_AIM OF THE TASK_.
Search the listing for the string "casing". Copy every line that has it.

_SOURCE MATERIAL_.
══════════

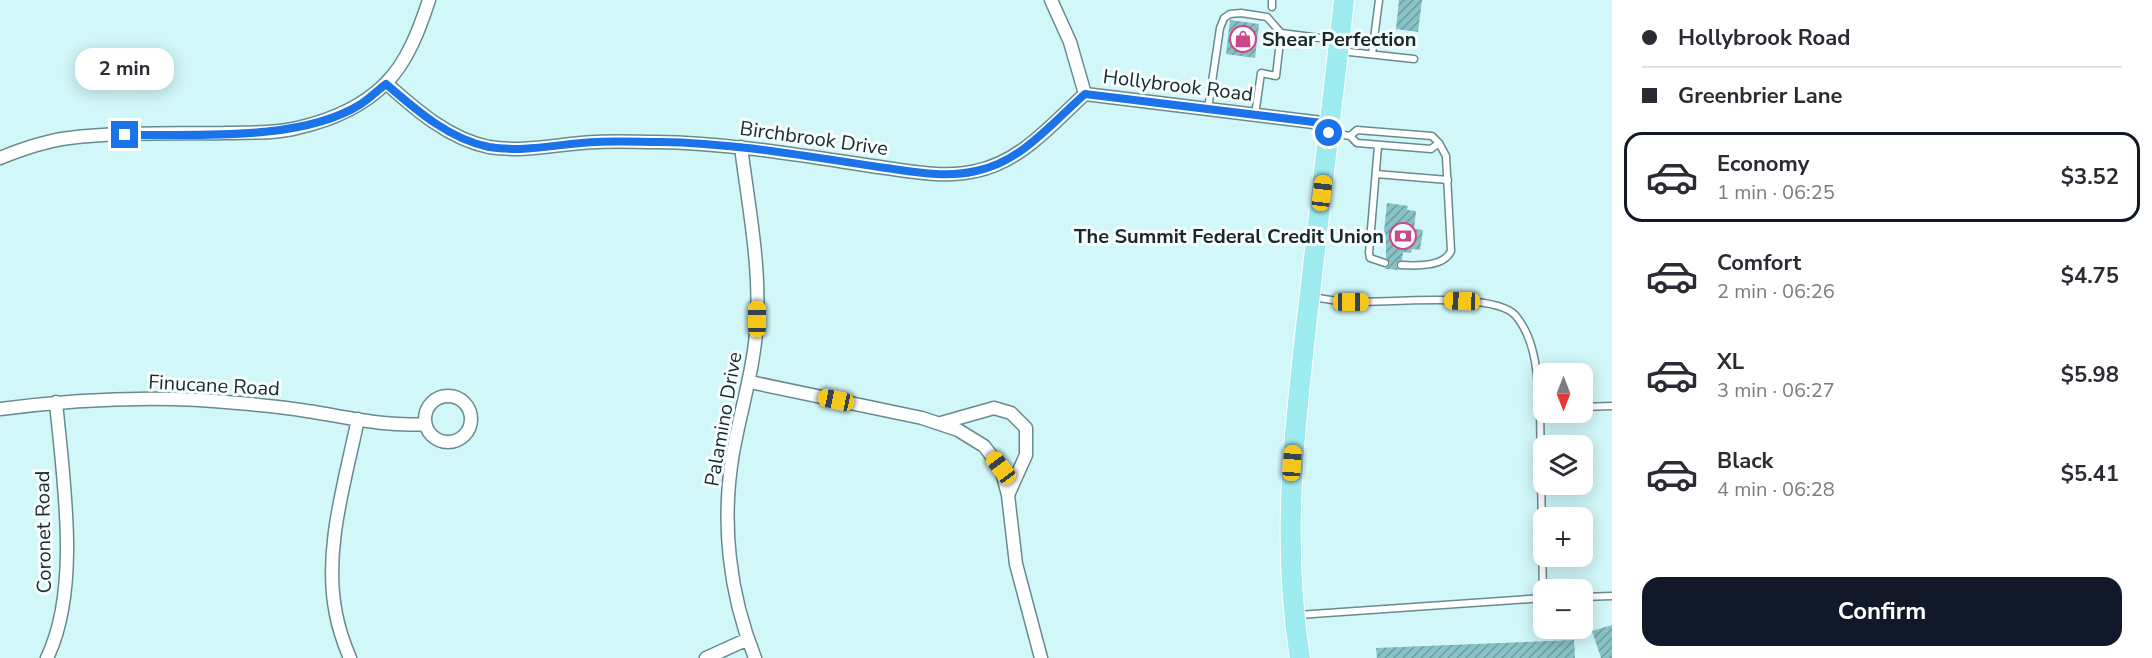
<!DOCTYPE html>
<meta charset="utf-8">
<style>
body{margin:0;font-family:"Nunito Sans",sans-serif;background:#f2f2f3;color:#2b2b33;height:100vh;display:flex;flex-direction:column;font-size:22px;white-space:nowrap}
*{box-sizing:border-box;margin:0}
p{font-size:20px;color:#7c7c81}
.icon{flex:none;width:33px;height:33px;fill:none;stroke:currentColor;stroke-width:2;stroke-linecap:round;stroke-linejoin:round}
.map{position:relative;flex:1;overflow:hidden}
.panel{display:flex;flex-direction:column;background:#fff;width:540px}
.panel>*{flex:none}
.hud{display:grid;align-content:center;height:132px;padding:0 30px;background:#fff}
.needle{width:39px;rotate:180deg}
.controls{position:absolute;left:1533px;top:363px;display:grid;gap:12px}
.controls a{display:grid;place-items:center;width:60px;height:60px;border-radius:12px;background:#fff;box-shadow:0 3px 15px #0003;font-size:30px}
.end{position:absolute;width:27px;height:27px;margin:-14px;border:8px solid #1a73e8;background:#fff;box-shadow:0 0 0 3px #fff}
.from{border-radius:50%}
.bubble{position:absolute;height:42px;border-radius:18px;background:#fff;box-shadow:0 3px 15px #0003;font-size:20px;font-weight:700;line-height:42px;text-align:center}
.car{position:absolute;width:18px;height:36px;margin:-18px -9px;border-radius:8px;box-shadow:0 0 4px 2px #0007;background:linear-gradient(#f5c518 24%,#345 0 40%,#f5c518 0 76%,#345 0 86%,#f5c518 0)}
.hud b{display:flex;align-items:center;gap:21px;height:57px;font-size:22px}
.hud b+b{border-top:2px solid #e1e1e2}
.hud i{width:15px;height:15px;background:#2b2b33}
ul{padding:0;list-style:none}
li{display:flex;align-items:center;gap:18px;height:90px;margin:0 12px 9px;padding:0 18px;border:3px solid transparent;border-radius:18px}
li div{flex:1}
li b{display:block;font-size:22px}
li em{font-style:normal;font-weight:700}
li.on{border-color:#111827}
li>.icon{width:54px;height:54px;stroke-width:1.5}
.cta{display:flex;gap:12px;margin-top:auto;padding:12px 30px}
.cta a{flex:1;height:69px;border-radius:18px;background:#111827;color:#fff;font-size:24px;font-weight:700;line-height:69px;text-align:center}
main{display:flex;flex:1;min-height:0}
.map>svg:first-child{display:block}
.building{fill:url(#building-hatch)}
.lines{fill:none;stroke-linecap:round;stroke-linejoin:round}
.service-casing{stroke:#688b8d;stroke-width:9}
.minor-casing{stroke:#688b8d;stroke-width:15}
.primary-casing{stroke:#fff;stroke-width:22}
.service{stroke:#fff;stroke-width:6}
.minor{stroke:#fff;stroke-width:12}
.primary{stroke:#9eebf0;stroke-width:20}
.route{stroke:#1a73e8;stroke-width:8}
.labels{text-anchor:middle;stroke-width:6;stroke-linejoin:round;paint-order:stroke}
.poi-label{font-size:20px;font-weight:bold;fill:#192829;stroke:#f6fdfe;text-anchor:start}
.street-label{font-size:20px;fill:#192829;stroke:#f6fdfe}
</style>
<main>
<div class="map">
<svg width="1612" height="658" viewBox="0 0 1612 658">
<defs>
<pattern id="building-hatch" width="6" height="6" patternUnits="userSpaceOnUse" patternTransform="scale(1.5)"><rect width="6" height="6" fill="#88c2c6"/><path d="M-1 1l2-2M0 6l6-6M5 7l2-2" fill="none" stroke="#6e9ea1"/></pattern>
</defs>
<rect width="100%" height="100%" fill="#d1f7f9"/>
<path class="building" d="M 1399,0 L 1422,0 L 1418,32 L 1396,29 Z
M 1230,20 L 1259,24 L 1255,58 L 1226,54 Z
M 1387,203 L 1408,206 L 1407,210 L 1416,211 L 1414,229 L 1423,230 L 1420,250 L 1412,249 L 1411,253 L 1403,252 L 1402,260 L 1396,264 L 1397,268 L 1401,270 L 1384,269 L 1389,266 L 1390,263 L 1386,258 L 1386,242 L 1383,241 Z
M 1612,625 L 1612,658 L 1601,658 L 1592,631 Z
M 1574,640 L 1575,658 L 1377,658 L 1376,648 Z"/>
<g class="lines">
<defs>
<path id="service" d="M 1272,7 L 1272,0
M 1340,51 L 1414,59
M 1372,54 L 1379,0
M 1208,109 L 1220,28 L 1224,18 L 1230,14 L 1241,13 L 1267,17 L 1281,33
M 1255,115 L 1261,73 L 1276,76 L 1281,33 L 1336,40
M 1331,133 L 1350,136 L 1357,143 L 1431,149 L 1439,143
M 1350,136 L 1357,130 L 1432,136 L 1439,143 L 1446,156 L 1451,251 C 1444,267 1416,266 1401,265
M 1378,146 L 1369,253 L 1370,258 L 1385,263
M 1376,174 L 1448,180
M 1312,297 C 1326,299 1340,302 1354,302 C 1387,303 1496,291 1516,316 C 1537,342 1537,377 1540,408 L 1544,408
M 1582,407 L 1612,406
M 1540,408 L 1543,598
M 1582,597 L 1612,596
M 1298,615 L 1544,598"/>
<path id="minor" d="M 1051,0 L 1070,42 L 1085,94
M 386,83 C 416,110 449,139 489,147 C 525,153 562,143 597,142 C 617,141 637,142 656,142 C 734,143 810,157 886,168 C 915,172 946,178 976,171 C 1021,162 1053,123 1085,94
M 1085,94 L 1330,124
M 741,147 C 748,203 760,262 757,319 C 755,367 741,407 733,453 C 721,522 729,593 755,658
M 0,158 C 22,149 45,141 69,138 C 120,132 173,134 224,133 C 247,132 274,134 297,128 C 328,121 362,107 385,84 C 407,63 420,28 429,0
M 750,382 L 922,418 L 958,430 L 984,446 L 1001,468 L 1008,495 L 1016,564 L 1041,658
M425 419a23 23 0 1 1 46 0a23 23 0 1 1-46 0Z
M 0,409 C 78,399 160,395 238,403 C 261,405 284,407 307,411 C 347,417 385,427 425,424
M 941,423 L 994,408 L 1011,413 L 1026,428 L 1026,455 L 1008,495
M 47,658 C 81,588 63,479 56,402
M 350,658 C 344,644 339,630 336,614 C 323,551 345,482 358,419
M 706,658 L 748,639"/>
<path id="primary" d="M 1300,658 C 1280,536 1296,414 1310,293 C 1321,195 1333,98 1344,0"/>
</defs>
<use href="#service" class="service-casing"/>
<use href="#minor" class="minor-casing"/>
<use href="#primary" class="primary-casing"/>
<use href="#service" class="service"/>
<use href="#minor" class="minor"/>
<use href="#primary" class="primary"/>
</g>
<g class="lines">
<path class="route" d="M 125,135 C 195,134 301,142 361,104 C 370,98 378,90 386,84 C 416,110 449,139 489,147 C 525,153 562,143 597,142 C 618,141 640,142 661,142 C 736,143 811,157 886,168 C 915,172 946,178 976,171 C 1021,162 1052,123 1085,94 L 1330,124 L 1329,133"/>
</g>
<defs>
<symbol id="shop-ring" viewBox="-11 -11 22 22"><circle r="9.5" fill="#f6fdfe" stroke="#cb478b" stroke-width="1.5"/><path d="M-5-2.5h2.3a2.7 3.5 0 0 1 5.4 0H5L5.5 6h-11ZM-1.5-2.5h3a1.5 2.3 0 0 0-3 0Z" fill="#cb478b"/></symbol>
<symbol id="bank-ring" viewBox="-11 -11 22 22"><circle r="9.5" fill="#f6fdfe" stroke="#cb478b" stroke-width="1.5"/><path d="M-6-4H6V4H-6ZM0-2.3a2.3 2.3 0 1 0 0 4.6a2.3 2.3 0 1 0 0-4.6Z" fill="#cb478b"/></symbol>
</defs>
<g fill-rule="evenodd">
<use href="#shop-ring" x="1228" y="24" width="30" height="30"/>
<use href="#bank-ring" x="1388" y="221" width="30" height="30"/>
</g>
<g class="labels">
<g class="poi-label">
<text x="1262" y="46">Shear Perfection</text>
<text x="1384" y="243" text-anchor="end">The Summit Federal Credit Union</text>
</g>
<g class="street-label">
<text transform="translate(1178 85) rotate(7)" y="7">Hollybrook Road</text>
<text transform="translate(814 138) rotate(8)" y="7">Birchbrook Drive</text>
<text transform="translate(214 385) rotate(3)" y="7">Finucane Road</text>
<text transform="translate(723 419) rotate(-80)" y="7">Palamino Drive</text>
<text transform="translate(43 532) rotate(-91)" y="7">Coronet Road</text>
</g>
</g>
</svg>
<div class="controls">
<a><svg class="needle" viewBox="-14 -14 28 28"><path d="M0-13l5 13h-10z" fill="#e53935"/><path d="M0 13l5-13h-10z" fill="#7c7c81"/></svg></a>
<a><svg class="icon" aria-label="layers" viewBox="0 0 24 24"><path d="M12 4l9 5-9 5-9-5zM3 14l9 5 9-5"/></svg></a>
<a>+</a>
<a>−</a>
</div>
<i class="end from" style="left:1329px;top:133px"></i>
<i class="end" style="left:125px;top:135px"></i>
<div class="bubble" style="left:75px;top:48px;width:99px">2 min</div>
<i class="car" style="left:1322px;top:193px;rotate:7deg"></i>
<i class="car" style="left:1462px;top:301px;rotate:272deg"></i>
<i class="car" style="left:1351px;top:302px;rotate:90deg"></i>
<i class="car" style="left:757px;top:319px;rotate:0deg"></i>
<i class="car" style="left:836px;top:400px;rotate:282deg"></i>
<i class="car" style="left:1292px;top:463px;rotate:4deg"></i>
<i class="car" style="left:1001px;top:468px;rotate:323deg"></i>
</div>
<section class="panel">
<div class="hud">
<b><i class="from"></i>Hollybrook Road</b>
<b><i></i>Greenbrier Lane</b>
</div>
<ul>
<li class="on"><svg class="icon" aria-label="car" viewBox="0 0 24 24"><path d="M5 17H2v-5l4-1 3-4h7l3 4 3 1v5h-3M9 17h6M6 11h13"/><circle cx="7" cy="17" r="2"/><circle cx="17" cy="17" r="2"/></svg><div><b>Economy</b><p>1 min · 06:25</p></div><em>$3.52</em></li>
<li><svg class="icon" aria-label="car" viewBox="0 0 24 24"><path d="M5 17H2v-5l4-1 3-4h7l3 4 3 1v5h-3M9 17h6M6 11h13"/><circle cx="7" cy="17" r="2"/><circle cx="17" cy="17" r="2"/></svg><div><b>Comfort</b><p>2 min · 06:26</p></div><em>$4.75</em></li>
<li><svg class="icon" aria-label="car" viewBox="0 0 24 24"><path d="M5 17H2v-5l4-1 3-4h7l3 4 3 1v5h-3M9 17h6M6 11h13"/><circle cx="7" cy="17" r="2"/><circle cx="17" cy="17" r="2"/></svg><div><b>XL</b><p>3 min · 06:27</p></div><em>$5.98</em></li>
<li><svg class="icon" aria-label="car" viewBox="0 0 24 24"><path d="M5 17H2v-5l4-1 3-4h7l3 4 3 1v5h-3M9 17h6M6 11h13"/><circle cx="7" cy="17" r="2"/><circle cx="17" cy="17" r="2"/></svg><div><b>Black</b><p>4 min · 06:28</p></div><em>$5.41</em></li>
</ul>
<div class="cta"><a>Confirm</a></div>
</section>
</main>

══════════

_EXERCISE ANSWER_.
.service-casing{stroke:#688b8d;stroke-width:9}
.minor-casing{stroke:#688b8d;stroke-width:15}
.primary-casing{stroke:#fff;stroke-width:22}
<use href="#service" class="service-casing"/>
<use href="#minor" class="minor-casing"/>
<use href="#primary" class="primary-casing"/>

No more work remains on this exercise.